The British royals also garner more attention because they typically keep the throne for life. The Dutch more traditionally willingly step down or abdicate the throne. This makes the change of power more dramatic in England, where there is a large, public and dramatic public funeral and coronation when royal power changes hands. The Dutch have a more routinized transition, a form or royal retirement and promotion.

By the way, I have three thrones in my house. I abdicate them often. I understand the regularity with which I do this is healthy medically (it is best to willingly step down than to die there), but I had not known it to be an activity of royal significance until the visit of the Dutch King and Queen recently brought attention to it.

Seriously, the Dutch royals’ visit also made me wonder why we Americans get excited about royalty at all. Is it not in our national fiber to resent the monarchy? Perhaps we are less offended by the modern monarchy because they play more of a ceremonial than an authoritative role. As such, they are more akin to ambassadors and democratic representatives of foreign countries than persons ruling by “divine right,” as was assumed hundreds of years ago.

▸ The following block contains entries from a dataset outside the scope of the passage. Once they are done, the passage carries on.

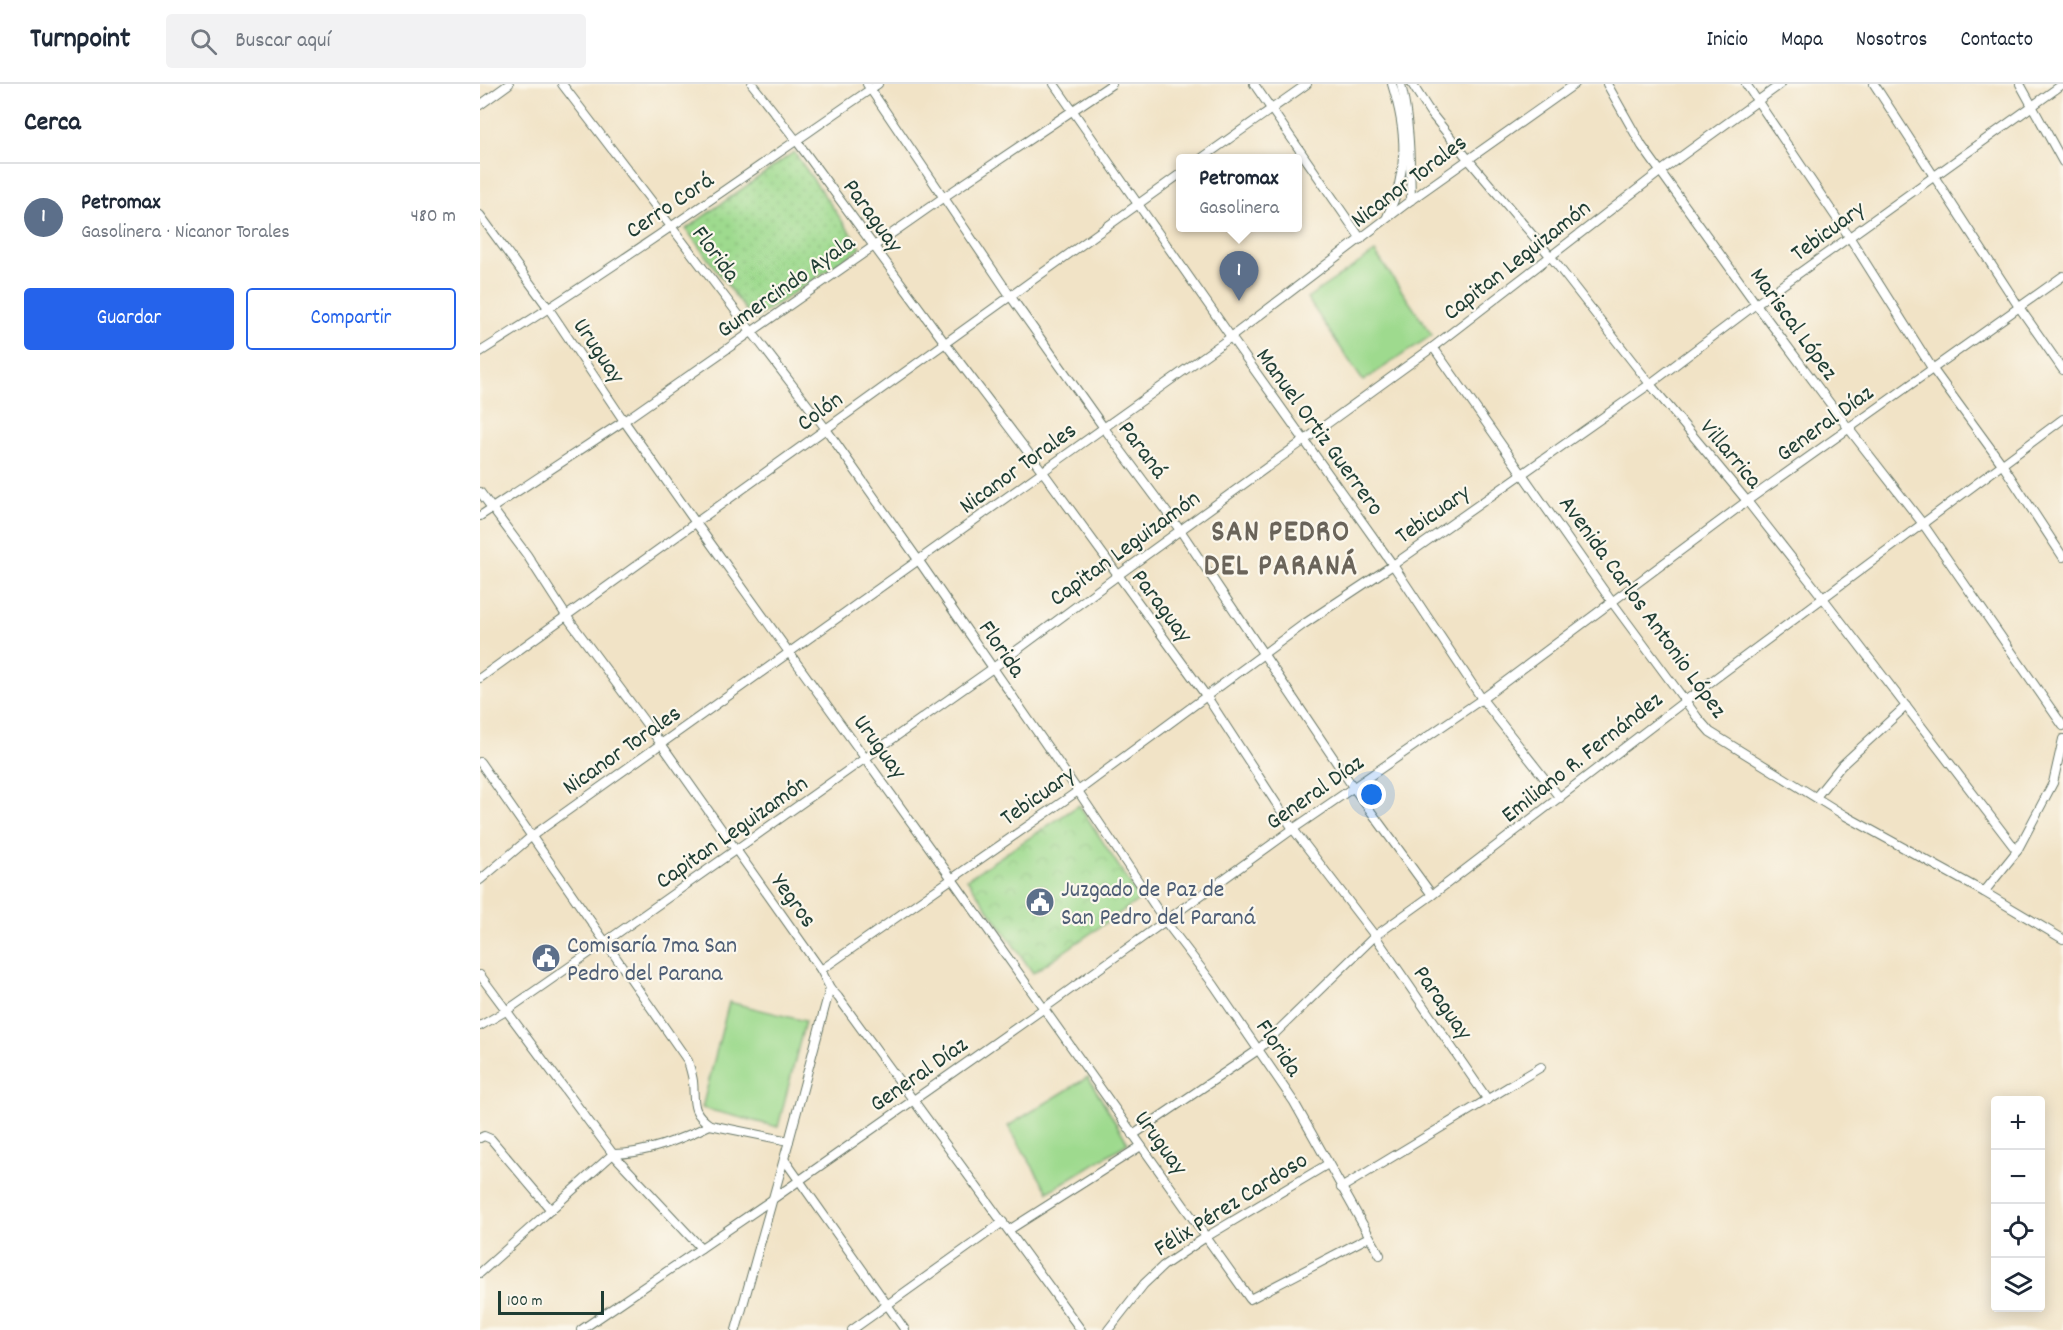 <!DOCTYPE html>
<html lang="es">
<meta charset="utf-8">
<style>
body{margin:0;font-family:Dekko,sans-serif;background:#f2f2f3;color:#1f2937}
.controls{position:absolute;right:18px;bottom:18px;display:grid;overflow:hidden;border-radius:6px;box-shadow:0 3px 15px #0003}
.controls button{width:54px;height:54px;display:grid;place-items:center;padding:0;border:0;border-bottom:2px solid #e0e1e3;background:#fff;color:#1f2937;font:30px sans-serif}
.scale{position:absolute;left:18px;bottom:15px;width:106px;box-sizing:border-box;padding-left:6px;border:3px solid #1f3d34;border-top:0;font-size:16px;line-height:21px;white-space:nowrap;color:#1f3d34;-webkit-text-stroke:4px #fbf7ec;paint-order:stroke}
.you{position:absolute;left:892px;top:711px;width:21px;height:21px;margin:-15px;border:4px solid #fff;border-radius:50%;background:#1a73e8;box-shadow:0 0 0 9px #1a73e833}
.badge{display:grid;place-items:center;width:39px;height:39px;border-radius:50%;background:#2563eb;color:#fff;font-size:20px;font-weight:700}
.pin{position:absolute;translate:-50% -50px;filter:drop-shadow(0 2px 3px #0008)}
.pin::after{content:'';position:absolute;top:32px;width:21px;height:18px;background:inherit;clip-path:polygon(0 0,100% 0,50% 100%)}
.popup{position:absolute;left:696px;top:70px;width:126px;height:78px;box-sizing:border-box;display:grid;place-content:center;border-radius:6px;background:#fff;filter:drop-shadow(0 2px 4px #0005);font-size:20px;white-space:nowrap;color:#747a83}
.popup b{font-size:22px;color:#1f2937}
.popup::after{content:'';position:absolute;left:50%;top:100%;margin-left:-12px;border:12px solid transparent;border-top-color:#fff}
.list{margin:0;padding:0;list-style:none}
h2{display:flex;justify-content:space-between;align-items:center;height:78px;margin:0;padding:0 24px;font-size:26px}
h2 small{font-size:20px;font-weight:400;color:#747a83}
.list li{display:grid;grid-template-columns:39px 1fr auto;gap:18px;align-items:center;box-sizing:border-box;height:108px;padding:0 24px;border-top:2px solid #e0e1e3}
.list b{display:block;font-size:22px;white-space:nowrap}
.list p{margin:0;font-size:20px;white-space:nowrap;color:#747a83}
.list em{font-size:20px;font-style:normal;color:#747a83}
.actions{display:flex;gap:12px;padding:18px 24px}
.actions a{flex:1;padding:14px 0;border:2px solid #2563eb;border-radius:6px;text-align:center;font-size:21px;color:#2563eb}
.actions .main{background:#2563eb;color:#fff}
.icon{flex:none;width:33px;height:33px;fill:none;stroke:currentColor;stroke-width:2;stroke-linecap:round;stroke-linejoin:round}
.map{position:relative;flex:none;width:1583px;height:1246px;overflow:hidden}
header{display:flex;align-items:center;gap:36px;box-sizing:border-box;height:84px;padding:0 30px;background:#fff;border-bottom:2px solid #e0e1e3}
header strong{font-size:28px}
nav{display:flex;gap:33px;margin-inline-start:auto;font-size:21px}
.search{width:420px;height:54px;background:#f2f2f3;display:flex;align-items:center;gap:15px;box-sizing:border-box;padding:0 21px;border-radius:6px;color:#747a83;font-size:22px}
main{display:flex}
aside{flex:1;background:#fff}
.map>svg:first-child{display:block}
</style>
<header>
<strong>Turnpoint</strong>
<div class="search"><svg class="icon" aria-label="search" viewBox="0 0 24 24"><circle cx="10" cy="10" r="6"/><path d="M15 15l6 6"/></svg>Buscar aquí</div>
<nav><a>Inicio</a><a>Mapa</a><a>Nosotros</a><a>Contacto</a></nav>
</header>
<main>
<aside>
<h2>Cerca<small></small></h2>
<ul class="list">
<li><span class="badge" style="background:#5c6f8a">1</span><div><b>Petromax</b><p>Gasolinera · Nicanor Torales</p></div><em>480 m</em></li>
</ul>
<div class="actions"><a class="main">Guardar</a><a>Compartir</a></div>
</aside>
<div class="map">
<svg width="1583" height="1246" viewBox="0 0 1583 1246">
<defs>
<pattern id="grass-dots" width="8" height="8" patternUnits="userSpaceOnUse" patternTransform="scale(1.5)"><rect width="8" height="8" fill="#9eda8e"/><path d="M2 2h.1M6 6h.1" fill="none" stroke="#88bc7b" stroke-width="1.8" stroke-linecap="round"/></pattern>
<pattern id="park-crowns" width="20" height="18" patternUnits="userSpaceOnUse" patternTransform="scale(1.5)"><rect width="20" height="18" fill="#9eda8e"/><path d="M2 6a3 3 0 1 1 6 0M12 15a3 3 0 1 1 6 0" fill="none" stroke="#88bc7b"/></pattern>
</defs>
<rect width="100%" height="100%" fill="#fbf7ec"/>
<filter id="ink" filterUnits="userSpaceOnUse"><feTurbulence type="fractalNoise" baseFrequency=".0167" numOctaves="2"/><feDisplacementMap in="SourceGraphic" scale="12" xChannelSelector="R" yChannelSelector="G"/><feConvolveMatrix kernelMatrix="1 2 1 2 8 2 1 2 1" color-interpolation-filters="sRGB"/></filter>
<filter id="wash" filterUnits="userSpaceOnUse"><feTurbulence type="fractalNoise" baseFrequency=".008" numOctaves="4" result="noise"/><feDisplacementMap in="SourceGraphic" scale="24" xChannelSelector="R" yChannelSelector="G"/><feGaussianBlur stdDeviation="1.35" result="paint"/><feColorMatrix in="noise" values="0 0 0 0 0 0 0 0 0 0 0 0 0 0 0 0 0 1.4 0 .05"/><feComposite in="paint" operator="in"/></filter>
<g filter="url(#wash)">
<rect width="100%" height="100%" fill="#f1e3c6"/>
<path fill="url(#grass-dots)" stroke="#5e8c61" stroke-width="1.5" d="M314,68L381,164L273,236L206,145Z"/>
<path fill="url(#park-crowns)" stroke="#5e8c61" stroke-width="1.5" d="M599,721L660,815L553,889L487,795Z"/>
<g fill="#9eda8e" stroke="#5e8c61" stroke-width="1.5">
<path d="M895,168L952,251L883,297L827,214Z"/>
<path d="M249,918L325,937L298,1043L222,1024Z"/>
<path d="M608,993L648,1059L568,1108L528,1042Z"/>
</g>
</g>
<g filter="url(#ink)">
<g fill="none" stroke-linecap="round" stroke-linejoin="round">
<g stroke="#687767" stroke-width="10">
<g id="minor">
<path d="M82,0L346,345L439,477L598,707L685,837L734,901L814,1018L900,1171"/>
<path d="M272,0L316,56L465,259L563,388L727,613L813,745L895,852L1008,1016"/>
<path d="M387,0L531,213L624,344L700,446L873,703L952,811"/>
<path d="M574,0L751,253L913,481L1002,615L1080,714"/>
<path d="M774,0L881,155"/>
<path d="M921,0C930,39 930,76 931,116"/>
<path d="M932,0L950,28L988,75L1071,173L1170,300L1267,417L1343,514L1537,767"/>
<path d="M1127,0L1162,62L1276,220L1369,345L1443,440L1583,642"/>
<path d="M1266,0L1370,154L1452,284L1522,380L1583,473"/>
<path d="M1394,0L1539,223L1583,286"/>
<path d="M1540,0L1583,78"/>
<path d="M0,21L29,0"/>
<path d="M722,74L827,0"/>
<path d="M0,131L69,225L144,337L216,439L472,795L770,1215L889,1153"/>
<path d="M907,133C929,87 927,48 912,0"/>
<path d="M953,263L1132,518L1217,633L1230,648L1364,731L1504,808L1583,855"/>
<path d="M0,268C136,183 266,91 398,0"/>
<path d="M0,408L47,471L87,533L182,661L341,886L350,904L358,913L601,1246"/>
<path d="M0,432L144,337L464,113L632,0"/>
<path d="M0,594L700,90"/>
<path d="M0,678L208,977C210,984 212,990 213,997C215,1018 210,1027 230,1041L309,1057"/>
<path d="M1336,713L1361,682L1426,622"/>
<path d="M0,796L52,752L751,253L931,116L1095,0"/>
<path d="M1504,808L1537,767L1573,699L1583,655"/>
<path d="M341,886L598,707L824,540L913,481L1170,300L1276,220L1583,0"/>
<path d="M0,891L133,1070L221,1164"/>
<path d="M0,942L26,927L125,858L513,584L637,492L953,263L1181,87L1301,0"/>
<path d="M653,1051L778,966L895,852L952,811L1205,617L1583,335"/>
<path d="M0,1054L4,1052L11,1055L71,1126"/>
<path d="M304,1075L425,1246"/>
<path d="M861,1104L1061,983"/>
<path d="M529,1146L661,1062"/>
<path d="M0,1189L133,1070C166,1070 201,1055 230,1041"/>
<path d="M101,1246L293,1115L563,925L813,745L1002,615L1267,417L1583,192"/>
<path d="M256,1246L309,1057L350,904"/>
<path d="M372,1246L523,1138"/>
<path d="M628,1246L664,1200L683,1182L726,1153L848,1080"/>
</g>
</g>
<use href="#minor" stroke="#fff" stroke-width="8"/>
</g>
</g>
<defs>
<g id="civic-disc" transform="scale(1.5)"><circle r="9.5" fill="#5c6f8a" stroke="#fbf7ec"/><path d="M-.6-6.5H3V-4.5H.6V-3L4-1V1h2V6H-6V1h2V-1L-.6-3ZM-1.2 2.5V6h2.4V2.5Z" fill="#fff"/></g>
</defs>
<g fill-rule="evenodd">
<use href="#civic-disc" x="560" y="818"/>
<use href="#civic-disc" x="66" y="874"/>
</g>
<g text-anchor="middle" stroke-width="4.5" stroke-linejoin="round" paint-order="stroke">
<g font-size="24" fill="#1f3d34" stroke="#fbf7ec">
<text transform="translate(928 96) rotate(-37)" y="8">Nicanor Torales</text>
<text transform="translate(189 120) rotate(-34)" y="8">Cerro Corá</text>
<text transform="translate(394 131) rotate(54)" y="8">Paraguay</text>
<text transform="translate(1347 146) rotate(-36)" y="8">Tebicuary</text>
<text transform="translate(237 169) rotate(53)" y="8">Florida</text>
<text transform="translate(1036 175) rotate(-38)" y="8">Capitan Leguizamón</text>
<text transform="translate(305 201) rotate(-35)" y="8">Gumercindo Ayala</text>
<text transform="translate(1315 239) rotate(54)" y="8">Mariscal López</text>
<text transform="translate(120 266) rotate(56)" y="8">Uruguay</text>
<text transform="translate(339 326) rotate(-36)" y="8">Colón</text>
<text transform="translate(1344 338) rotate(-36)" y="8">General Díaz</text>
<text transform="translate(841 347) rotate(54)" y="8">Manuel Ortiz Guerrero</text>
<text transform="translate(664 365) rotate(53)" y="8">Paraná</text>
<text transform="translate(1252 369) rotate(50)" y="8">Villarrica</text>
<text transform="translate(537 383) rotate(-36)" y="8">Nicanor Torales</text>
<text transform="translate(952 429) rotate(-35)" y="8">Tebicuary</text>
<text transform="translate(644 463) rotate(-36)" y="8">Capitan Leguizamón</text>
<text transform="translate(683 521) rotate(53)" y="8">Paraguay</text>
<text transform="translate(1164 522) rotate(54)" y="8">Avenida Carlos Antonio López</text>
<text transform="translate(523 564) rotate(55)" y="8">Florida</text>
<text transform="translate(401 662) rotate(54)" y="8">Uruguay</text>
<text transform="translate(141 665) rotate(-35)" y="8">Nicanor Torales</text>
<text transform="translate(1101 672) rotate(-38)" y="8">Emiliano R. Fernández</text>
<text transform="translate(834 707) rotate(-35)" y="8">General Díaz</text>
<text transform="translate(557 711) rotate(-35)" y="8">Tebicuary</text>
<text transform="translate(251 747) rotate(-35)" y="8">Capitan Leguizamón</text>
<text transform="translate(315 816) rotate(54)" y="8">Yegros</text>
<text transform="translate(964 918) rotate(55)" y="8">Paraguay</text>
<text transform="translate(800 963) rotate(56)" y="8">Florida</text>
<text transform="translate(438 989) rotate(-35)" y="8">General Díaz</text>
<text transform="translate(682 1058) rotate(54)" y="8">Uruguay</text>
<text transform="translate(750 1119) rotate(-32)" y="8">Félix Pérez Cardoso</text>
</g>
<g font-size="24" fill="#4e5e75" stroke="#fbf7ec" text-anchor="start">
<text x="581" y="812">Juzgado de Paz de<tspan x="581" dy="28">San Pedro del Paraná</tspan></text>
<text x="87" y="868">Comisaría 7ma San<tspan x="87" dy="28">Pedro del Parana</tspan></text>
</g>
<g font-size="30" font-weight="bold" letter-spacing="1.5" fill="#6a645a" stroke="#fbf7ec">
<text x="801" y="456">SAN PEDRO<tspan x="801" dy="34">DEL PARANÁ</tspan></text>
</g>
</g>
</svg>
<div class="controls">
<button>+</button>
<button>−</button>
<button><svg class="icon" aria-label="locate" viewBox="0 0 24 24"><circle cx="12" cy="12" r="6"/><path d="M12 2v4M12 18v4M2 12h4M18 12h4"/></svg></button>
<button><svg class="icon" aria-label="layers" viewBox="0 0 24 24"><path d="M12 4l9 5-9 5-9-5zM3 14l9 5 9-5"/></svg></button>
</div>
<div class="scale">100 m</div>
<div class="you"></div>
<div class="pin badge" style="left:759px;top:217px;background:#5c6f8a">1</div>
<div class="popup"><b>Petromax</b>Gasolinera</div>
</div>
</main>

But I also think we humans are fascinated by and have a need for persons to admire, exalt, and even worship. This was evident prominently in the Old Testament, when the people of Israel built golden statues to worship even as God spoke to Moses, or they begged the prophet Samuel for a king, as opposed to being satisfied with God, so they could be like other nations. Today, we Americans raise up athletes and actors, musicians and politicians, and others to be our ceremonial monarchs. We proclaimed Elvis to be King, we have our Queen Latifa, we gather around our “American Idol.”

Nevertheless, King Willem and Queen Maxima flew home to the Netherlands on a royal jet. There they will continue to live and serve within the limits of the Dutch constitution, one-third of which addresses the monarchy. We in West Michigan can return freely to being kings and queens of our respective castles, doing what we do unceremoniously, attending to our duties and responsibilities both small and significant.